Ее сердце едва не выпрыгнуло из груди. Она в растерянности замерла, понимая, что оставить этих двоих сейчас, когда Димка на взводе, означало приблизить большой капец. А еще она почувствовала обиду. С ней самой Крестовский так и не заговорил, но стоило появиться Волкову…
Крестовский неожиданно не стал возражать против ее присутствия при разговоре. То ли тоже оценил состояние Димки, то ли собирался сказать что-то, что нужно было услышать и ей. Маша присела на первую попавшуюся парту и посмотрела на Крестовского, понимая, что при взгляде на Димку ее никогда так не трясло. Наверное, это что-то означало.

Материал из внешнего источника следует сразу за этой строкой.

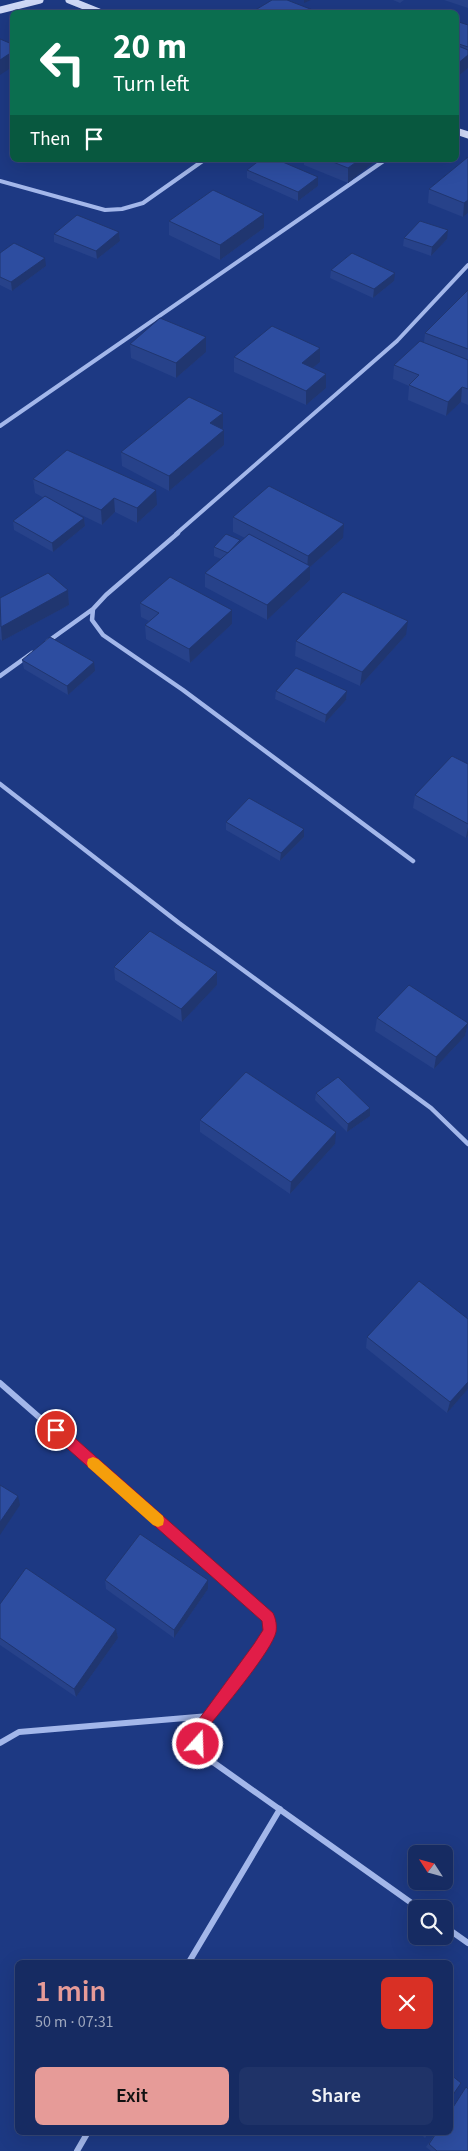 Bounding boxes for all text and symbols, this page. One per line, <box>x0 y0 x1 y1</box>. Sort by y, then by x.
text: 20 m <box>113 22 187 72</box>
icon: left <box>30 30 95 95</box>
text: Turn left <box>113 68 189 100</box>
icon: arrive <box>80 125 108 153</box>
text: Then <box>30 126 70 153</box>
pin <box>35 1409 77 1451</box>
icon: arrive <box>42 1416 70 1444</box>
position arrow <box>171 1717 223 1769</box>
north arrow <box>408 1845 452 1890</box>
map controls <box>408 1845 453 1945</box>
button: search <box>408 1900 453 1945</box>
text: 1 min <box>35 1970 106 2013</box>
button: close <box>381 1977 433 2029</box>
text: 50 m · 07:31 <box>35 2011 114 2033</box>
button: Exit <box>35 2067 229 2125</box>
button: Share <box>239 2067 433 2125</box>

А потом он сказал, что уезжает.
В отличие от Димки, который, к ее удивлению, мирно пытался что-то выяснить, Маша как-то сразу поняла, что Крестовский решил уехать насовсем. Она смотрела на него во все глаза, пытаясь уложить эту мысль в голове, и не знала, как ей теперь быть. На первый взгляд решение Крестовского вернуться домой выглядело логичным. Здесь ему все было чужим, да и без него Димке было бы спокойнее, не говоря уже о Машиной маме. Но Маше было плевать на логику. Она боялась даже представить, как будет по утрам приходить в универ и смотреть на опустевшую парту Крестовского. Не слышать его размеренной речи, его негромкого смеха, не видеть его. Как же так?
Крестовский говорил, глядя исключительно на Димку. Маша его не слушала, потому что не смогла бы сейчас услышать ни слова. Она просто смотрела. Скользила взглядом по небольшой родинке на покрасневшей мочке уха Крестовского, по скуле, по ровному носу. У него был очень красивый профиль. Такие любят рисовать художники. Маша и сама бы нарисовала, если бы умела.